• Data supplied
☆ ☆ ☆ ☆ ☆

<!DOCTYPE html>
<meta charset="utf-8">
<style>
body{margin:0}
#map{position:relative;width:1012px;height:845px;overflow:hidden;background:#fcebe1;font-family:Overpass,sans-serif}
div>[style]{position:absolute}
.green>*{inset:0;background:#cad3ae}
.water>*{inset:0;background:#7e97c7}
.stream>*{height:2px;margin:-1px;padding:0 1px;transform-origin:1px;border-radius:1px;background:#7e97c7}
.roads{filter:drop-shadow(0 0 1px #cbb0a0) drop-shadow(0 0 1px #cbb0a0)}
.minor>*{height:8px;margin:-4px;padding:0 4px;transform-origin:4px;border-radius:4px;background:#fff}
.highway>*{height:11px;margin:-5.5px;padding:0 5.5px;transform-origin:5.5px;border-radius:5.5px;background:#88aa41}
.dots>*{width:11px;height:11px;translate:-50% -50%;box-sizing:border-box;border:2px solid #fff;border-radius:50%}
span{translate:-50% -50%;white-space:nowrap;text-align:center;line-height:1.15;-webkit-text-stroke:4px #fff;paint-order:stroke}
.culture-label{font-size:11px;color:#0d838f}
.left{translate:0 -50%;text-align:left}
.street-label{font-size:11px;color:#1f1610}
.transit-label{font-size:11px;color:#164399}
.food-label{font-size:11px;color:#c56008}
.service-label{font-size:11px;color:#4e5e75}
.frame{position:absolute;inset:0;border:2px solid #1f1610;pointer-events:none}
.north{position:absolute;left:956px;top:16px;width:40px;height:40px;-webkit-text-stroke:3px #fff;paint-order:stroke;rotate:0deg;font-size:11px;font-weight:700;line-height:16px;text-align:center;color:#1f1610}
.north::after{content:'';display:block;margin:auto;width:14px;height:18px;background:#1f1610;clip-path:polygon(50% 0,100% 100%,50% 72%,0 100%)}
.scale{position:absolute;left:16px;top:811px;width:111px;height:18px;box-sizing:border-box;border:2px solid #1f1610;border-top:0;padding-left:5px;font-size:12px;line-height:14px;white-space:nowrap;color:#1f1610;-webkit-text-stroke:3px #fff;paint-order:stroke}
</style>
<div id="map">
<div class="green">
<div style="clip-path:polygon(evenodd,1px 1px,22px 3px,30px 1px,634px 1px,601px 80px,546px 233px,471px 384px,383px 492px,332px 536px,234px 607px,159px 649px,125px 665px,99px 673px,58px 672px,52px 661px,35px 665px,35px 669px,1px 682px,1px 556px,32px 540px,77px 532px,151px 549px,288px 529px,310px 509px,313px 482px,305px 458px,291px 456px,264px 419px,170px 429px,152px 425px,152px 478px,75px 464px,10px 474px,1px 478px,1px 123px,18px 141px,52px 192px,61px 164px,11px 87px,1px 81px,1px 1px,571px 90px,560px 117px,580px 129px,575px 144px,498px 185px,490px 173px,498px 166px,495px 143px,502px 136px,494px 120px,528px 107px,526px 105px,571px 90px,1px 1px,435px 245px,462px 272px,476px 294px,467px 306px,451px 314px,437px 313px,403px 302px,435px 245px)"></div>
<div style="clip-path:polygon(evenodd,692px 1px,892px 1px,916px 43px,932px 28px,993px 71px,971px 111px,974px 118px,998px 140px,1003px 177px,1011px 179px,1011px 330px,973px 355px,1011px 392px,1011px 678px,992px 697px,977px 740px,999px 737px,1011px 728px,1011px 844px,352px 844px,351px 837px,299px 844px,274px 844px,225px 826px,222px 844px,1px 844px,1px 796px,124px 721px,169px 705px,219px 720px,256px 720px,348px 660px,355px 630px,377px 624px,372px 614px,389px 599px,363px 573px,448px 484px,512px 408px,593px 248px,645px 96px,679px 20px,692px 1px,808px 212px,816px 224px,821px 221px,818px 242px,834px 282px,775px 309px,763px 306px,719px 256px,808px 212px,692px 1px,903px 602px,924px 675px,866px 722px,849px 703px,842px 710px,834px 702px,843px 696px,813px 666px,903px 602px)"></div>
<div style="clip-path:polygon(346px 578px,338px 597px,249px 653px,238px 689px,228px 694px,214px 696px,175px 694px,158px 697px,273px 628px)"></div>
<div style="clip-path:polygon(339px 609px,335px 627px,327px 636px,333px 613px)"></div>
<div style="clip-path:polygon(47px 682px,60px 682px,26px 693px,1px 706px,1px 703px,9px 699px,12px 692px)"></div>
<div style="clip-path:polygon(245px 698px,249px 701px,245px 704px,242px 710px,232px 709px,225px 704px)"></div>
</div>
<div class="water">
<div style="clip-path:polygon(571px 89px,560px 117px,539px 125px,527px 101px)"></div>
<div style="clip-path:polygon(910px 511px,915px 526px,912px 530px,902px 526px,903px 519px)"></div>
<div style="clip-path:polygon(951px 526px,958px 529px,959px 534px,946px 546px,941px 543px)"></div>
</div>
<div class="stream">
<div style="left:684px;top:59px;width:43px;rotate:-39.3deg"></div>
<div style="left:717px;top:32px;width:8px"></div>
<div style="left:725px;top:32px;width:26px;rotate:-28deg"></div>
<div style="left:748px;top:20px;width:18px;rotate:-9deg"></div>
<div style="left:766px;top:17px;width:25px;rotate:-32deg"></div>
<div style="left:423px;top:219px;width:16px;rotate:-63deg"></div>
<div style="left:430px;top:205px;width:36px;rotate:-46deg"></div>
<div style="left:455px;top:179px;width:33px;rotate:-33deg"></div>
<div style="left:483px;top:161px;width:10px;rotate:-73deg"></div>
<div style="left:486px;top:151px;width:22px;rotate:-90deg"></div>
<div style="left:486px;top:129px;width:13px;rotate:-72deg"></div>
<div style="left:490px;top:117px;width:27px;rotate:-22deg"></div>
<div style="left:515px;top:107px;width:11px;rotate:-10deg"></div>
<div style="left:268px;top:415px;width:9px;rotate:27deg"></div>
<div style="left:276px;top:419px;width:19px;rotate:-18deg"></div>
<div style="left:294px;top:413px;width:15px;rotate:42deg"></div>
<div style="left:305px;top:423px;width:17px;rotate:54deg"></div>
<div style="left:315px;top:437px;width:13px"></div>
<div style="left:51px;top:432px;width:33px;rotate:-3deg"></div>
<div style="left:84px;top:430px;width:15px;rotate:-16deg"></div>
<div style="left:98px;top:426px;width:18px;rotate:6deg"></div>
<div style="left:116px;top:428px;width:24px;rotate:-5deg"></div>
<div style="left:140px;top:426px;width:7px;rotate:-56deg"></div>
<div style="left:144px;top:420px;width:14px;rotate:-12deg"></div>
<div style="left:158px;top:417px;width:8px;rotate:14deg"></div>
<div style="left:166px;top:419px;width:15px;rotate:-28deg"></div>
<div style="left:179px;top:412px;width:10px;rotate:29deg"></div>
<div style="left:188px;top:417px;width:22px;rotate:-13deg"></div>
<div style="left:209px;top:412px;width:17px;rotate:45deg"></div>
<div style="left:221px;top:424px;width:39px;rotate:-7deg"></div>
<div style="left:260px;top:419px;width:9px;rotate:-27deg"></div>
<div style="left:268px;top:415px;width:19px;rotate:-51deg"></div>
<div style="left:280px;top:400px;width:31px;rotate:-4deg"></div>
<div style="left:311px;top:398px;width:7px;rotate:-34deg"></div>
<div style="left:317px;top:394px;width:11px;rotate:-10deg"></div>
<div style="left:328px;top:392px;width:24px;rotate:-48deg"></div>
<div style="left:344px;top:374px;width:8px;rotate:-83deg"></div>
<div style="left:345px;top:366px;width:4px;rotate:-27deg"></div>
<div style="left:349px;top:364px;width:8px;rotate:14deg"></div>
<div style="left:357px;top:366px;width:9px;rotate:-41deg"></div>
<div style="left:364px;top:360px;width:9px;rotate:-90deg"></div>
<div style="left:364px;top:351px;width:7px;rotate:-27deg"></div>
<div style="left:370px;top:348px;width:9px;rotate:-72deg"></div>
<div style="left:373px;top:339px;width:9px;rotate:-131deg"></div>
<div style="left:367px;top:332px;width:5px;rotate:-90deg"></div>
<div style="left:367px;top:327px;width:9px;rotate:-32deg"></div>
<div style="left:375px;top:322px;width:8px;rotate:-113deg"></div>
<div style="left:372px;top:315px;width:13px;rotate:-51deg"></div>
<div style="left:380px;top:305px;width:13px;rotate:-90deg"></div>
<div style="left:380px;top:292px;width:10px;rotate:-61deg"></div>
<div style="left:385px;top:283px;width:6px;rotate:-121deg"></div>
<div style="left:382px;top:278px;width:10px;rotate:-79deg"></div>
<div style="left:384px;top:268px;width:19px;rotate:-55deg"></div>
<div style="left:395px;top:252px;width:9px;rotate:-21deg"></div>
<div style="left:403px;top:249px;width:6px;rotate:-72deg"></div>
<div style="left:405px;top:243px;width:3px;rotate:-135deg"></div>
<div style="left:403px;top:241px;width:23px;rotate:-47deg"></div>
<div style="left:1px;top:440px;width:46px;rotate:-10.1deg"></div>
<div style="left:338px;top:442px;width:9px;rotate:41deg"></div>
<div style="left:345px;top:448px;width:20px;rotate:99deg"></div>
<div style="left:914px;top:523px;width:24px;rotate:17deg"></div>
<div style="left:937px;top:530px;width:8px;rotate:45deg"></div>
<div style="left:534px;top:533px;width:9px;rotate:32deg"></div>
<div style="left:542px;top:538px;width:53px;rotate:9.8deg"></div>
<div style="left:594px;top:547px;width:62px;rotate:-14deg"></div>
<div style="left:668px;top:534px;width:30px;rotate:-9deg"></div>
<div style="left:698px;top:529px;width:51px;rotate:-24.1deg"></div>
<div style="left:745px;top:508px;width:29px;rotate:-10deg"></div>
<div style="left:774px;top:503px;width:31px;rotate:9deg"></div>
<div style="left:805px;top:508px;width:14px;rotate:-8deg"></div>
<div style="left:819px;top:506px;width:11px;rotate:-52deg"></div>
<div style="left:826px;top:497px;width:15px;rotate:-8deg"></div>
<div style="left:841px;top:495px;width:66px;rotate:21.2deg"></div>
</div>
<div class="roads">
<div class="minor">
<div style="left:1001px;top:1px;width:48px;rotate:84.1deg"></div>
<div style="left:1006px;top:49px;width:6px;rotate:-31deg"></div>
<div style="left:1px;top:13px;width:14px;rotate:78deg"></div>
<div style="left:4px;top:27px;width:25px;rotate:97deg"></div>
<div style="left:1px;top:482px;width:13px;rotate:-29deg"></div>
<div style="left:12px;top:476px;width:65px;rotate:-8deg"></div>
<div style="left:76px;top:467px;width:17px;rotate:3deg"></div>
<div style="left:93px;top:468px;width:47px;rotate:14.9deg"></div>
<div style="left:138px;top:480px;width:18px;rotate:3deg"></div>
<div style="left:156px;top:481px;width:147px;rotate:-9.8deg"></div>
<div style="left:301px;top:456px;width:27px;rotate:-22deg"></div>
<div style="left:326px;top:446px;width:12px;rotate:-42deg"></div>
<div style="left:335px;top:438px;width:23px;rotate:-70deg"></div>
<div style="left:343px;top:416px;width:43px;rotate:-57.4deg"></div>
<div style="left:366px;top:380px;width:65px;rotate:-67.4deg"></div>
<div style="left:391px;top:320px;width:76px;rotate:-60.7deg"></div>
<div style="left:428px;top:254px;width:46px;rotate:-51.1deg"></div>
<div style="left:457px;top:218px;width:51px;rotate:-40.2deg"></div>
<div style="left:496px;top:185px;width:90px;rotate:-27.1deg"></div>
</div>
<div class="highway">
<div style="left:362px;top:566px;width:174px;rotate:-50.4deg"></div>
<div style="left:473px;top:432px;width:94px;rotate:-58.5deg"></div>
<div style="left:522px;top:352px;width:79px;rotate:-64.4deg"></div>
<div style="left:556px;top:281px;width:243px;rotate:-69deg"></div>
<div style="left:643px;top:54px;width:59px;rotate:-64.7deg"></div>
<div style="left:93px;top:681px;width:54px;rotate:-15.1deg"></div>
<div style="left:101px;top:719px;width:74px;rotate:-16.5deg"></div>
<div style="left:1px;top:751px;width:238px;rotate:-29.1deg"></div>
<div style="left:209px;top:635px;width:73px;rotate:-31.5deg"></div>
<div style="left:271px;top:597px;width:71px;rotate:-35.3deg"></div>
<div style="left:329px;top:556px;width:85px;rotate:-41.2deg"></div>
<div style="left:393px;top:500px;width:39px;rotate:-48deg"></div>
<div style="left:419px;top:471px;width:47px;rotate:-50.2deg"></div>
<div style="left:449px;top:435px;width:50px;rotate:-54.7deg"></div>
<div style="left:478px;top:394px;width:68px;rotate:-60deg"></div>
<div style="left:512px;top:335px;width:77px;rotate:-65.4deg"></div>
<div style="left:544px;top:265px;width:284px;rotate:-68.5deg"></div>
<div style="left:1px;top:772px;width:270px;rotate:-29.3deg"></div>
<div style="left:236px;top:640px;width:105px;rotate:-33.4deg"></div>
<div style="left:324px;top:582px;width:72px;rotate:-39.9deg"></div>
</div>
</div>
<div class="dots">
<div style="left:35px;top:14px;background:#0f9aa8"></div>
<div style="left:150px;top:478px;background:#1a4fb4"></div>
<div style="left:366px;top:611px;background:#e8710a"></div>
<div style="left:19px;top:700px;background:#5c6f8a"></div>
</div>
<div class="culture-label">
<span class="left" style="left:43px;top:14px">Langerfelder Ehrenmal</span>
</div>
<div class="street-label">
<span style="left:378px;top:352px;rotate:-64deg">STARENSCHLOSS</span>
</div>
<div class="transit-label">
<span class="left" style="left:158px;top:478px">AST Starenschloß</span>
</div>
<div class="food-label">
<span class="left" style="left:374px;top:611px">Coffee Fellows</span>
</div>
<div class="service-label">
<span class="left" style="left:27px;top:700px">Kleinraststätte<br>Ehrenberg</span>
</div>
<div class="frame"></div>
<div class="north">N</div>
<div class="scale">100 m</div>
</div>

☆ ☆ ☆ ☆ ☆

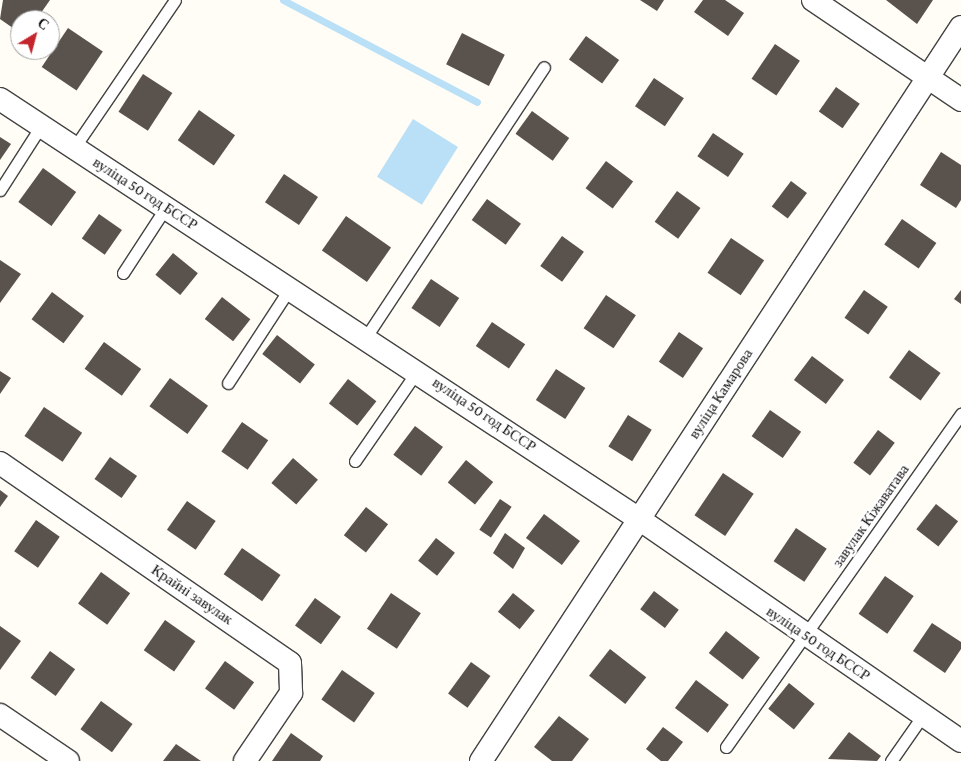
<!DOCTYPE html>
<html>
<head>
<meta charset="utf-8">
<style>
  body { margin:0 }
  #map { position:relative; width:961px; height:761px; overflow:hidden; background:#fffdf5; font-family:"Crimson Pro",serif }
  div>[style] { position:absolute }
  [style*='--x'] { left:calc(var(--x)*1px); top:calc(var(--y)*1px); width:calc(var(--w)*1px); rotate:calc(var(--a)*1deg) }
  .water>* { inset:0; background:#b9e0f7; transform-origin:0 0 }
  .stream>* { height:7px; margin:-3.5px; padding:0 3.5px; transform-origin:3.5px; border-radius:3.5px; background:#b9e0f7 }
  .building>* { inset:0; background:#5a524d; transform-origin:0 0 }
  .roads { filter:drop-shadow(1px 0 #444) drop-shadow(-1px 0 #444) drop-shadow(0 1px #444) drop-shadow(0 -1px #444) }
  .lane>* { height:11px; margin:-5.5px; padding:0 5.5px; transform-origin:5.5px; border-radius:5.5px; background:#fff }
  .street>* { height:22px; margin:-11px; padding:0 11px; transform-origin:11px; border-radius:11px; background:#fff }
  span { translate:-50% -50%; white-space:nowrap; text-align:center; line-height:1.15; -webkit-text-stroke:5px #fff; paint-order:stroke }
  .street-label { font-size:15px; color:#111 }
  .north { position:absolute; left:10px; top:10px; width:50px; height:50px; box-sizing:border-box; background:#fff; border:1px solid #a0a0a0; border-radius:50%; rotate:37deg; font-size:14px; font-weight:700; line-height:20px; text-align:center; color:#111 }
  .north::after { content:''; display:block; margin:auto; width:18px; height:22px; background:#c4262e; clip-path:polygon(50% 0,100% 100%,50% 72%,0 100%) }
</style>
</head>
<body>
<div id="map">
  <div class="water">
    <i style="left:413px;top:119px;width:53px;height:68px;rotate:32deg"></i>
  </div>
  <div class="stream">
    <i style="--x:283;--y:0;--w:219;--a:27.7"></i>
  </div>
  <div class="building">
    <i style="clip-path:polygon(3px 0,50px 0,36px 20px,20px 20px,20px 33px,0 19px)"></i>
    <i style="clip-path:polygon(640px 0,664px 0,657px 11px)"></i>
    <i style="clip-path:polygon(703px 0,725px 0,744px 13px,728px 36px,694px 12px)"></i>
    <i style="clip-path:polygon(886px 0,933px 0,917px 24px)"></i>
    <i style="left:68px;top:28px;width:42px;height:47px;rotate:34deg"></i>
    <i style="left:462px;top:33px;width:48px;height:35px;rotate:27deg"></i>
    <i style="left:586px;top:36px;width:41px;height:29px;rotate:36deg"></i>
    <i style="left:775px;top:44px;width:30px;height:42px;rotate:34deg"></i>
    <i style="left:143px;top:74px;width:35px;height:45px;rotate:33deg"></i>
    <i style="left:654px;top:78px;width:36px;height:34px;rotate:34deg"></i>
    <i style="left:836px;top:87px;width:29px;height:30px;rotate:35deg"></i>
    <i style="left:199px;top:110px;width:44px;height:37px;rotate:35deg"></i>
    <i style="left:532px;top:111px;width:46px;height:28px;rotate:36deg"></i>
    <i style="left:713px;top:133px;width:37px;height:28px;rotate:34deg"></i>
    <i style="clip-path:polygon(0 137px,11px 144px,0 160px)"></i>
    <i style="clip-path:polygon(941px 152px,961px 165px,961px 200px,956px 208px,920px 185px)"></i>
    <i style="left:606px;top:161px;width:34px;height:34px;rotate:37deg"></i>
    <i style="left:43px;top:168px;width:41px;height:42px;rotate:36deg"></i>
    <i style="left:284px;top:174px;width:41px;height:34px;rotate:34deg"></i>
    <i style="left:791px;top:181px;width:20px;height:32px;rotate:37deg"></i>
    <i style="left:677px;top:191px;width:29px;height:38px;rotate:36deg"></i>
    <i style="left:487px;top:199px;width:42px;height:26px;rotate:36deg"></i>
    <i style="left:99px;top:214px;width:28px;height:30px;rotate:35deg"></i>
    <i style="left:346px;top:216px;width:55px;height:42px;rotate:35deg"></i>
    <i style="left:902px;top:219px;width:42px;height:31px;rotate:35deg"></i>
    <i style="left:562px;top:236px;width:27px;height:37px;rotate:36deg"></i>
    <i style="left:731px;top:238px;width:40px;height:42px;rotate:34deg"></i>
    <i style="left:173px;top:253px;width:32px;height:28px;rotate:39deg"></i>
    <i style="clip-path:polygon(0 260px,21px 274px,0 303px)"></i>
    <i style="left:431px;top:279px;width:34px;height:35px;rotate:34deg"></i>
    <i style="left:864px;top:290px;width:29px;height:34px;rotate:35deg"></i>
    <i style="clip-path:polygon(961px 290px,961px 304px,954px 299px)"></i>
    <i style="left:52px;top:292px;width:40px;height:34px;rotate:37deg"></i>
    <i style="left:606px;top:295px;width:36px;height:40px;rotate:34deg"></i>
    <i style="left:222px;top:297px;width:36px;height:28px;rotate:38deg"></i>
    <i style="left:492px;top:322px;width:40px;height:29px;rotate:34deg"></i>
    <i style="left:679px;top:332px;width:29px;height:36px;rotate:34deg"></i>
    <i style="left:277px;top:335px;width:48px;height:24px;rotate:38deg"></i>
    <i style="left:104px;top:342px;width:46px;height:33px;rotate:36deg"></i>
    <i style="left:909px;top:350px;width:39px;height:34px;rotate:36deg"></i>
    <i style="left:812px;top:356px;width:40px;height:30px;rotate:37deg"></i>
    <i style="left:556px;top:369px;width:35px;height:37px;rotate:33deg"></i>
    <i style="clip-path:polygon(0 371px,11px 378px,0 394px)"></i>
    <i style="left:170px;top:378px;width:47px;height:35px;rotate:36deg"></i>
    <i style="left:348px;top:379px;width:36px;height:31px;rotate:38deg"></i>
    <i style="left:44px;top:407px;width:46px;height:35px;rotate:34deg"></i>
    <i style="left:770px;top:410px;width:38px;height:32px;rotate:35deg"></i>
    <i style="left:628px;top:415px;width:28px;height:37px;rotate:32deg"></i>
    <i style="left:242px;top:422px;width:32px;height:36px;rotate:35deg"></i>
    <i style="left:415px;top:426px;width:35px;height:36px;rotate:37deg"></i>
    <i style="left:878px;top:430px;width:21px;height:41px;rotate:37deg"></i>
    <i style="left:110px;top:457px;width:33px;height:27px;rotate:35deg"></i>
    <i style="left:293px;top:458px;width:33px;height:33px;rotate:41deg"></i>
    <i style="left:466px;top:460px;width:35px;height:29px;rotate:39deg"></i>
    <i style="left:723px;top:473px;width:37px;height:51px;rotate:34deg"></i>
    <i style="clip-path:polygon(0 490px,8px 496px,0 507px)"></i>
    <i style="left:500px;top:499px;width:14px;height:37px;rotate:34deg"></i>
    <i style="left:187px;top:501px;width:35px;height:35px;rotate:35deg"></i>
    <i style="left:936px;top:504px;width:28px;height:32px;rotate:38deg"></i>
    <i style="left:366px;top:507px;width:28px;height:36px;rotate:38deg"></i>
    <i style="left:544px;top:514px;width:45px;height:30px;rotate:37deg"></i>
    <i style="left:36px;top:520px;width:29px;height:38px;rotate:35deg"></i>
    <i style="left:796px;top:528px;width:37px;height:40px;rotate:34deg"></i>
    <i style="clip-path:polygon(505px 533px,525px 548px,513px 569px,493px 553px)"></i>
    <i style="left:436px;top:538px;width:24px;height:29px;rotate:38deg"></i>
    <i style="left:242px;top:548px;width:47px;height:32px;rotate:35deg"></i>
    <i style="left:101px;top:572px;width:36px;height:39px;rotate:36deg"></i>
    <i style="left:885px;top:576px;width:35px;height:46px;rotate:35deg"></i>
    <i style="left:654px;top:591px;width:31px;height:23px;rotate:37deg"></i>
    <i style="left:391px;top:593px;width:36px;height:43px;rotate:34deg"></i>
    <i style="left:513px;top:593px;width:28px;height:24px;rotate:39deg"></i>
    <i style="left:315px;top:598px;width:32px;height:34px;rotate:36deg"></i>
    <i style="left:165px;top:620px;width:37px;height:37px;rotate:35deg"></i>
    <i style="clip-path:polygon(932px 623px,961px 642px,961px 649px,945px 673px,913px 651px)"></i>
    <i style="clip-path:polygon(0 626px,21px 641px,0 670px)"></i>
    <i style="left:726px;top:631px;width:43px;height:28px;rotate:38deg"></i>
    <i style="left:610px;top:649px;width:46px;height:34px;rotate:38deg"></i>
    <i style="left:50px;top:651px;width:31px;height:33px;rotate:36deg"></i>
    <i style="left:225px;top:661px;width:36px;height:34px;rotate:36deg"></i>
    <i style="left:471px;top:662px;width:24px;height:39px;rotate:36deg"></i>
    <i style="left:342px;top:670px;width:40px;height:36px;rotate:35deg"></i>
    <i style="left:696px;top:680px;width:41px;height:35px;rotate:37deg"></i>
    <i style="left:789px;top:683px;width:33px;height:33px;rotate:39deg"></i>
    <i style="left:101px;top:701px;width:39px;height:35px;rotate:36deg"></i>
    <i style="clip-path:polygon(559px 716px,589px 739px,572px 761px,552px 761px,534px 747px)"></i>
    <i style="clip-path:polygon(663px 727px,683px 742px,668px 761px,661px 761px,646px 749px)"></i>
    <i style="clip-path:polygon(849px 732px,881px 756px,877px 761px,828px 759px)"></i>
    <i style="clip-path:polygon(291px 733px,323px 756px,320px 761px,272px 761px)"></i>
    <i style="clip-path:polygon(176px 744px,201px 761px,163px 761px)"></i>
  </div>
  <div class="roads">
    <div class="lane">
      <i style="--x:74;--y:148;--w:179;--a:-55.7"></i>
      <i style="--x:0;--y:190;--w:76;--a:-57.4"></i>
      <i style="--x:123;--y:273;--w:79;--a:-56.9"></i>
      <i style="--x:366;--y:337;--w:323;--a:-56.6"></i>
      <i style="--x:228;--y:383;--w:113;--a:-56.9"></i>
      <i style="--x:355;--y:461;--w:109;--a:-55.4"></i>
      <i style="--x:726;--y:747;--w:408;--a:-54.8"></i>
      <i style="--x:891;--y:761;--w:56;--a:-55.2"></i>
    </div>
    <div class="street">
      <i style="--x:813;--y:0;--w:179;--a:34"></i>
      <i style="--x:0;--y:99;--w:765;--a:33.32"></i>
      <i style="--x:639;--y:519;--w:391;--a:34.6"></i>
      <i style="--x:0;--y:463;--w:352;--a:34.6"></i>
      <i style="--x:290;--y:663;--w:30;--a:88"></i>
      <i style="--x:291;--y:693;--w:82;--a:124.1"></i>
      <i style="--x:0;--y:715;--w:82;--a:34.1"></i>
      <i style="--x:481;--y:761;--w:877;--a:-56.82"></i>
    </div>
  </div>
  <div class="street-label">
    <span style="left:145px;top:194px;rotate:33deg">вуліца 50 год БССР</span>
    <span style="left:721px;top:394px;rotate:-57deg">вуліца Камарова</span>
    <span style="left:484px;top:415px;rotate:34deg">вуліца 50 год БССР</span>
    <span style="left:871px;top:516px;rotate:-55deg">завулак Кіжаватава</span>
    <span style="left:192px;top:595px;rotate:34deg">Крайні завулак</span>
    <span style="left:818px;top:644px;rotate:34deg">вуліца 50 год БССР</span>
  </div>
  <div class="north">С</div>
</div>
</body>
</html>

☆ ☆ ☆ ☆ ☆

• Task item
Your answer should be the exact lines above from the one with "inset:0; background:#5a524d; transform-origin:0" through the one with "filter:drop-shadow(1px 0 #444)", both included, and nothing besides.

• Output of the exercise
  .building>* { inset:0; background:#5a524d; transform-origin:0 0 }
  .roads { filter:drop-shadow(1px 0 #444) drop-shadow(-1px 0 #444) drop-shadow(0 1px #444) drop-shadow(0 -1px #444) }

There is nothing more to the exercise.